From July 1950, a beam antenna with 8 radiating elements and 8 reflectors was used. The elements were 92 cm long (half wavelength) and had a diameter of 8 mm. The reflectors had a (free air) spacing of 1/4 wavelength. The power supply was connected with a Symas transformer via a 72-ohm coaxial cable. The standing wave ratio with proper adjustments amounted to less than 1.1.
From July 1954, rotatable one-sided beaming and horizontally polarised Koomans beam antenna was used. It had five phase-fed full dipoles mounted above each other at a distance of half a lambda in front of a reflective screen of horizontal wires. The gain in the forward direction was 15 dB (32-fold); the background radiation suppression was approximately 28 dB. Measurements were conducted with this transmitter in close collaboration with the radio amateurs active in this frequency band.

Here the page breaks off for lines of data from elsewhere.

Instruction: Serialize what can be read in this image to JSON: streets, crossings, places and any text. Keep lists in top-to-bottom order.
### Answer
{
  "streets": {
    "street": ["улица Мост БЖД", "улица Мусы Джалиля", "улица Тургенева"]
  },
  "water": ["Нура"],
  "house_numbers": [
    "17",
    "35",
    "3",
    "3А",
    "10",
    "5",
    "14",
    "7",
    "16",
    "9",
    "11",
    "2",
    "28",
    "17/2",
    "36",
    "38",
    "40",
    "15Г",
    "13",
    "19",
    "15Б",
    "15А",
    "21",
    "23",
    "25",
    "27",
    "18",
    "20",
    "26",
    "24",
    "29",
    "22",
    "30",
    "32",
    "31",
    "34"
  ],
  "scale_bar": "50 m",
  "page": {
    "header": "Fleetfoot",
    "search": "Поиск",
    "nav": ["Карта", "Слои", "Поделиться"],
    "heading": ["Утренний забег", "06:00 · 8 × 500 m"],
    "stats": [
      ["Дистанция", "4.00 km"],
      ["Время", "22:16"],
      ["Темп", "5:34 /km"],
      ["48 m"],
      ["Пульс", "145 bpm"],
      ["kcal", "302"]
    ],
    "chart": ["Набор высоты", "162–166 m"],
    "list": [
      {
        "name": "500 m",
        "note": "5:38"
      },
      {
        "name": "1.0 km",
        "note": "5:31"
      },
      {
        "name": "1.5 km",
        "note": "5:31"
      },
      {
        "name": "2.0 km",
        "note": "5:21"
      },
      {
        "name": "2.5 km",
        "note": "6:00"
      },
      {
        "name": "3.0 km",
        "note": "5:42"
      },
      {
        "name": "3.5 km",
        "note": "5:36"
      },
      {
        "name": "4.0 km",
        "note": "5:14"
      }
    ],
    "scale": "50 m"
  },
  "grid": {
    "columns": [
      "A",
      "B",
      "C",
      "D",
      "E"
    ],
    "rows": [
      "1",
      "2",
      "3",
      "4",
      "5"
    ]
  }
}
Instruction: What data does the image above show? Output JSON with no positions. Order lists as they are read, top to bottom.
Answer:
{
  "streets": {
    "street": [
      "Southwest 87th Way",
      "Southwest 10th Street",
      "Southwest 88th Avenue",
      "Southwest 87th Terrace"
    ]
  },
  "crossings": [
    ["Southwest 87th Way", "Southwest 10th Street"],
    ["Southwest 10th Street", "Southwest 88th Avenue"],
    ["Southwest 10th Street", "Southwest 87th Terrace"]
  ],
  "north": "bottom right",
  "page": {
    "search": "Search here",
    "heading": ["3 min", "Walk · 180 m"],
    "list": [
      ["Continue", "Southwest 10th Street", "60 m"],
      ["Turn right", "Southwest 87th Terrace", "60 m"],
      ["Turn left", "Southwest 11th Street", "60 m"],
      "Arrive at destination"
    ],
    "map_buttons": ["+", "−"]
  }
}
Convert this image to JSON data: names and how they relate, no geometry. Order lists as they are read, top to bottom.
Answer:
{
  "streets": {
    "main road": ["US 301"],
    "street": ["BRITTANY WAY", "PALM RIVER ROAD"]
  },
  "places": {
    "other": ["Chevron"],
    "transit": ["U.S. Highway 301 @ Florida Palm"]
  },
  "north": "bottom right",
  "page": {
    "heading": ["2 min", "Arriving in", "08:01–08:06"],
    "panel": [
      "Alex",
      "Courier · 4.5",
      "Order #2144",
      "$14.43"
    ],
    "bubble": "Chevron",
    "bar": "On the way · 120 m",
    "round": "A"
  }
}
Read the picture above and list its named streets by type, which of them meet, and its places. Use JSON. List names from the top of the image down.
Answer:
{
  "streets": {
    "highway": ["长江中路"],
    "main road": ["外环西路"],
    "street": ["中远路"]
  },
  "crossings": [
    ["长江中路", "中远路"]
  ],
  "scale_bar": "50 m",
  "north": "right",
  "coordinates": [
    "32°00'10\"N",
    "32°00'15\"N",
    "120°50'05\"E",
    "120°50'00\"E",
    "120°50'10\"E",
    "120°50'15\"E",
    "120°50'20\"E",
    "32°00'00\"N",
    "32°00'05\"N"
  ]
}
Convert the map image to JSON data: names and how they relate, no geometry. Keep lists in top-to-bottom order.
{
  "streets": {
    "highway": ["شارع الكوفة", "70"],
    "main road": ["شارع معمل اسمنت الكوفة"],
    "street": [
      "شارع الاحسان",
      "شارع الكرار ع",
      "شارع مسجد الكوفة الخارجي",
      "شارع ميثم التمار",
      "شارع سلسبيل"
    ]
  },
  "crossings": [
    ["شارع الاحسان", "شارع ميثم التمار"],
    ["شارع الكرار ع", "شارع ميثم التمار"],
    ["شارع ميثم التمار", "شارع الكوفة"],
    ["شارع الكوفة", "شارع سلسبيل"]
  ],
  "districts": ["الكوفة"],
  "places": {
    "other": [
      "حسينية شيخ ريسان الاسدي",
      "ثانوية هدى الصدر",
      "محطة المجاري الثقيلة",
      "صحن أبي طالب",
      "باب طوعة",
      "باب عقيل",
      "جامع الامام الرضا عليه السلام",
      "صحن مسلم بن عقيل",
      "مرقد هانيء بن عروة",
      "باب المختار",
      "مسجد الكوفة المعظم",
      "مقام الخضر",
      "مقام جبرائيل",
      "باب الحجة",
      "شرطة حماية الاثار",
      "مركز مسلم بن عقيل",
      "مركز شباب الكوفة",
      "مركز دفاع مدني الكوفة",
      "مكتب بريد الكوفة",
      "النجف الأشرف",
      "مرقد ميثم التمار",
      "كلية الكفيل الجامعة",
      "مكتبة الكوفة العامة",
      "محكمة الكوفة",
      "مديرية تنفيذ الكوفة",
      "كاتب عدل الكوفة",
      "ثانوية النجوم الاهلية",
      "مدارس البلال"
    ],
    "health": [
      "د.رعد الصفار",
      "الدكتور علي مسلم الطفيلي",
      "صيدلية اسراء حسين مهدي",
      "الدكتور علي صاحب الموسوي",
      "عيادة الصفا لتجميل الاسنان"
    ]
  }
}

The former PTT became interested in the behaviour of the VHF-UHF waves in connection with the development of FM for broadcasting and TV. Three 146 MHz measuring transmitters with an ERP of 400 W were installed in Hoogezand, Hengelo and Hulsberg. Relative to Waalsdorp at distances of 204, 172 and 172 km.
The Netherlands is small. Therefore, trials with connections over distances larger than 200 km require cooperation abroad. It was not possible to find interested parties through official channels. Foreign radio amateurs were called in for help, communicating over distances of 250 to 500 kilometres.
Also, an experimental 70 cm (432 MHz) UHF transmitter was built to operate in the amateur band. This was linked to the 8.5-meter diameter Würzburg-Riese antenna of the laboratory with a parabolic diameter of ~8.5 m, a gain of ~28 dB (700 *), and an ERP of ~100 kW.
Hard work was put into designing and building low-noise receivers (in fact complex tube voltmeters) given the very weak received signal. More information about the 145 MHz (2 metres) and 435 MHz (70 cm) receivers can be found in an article [in Dutch] by S. Gratama.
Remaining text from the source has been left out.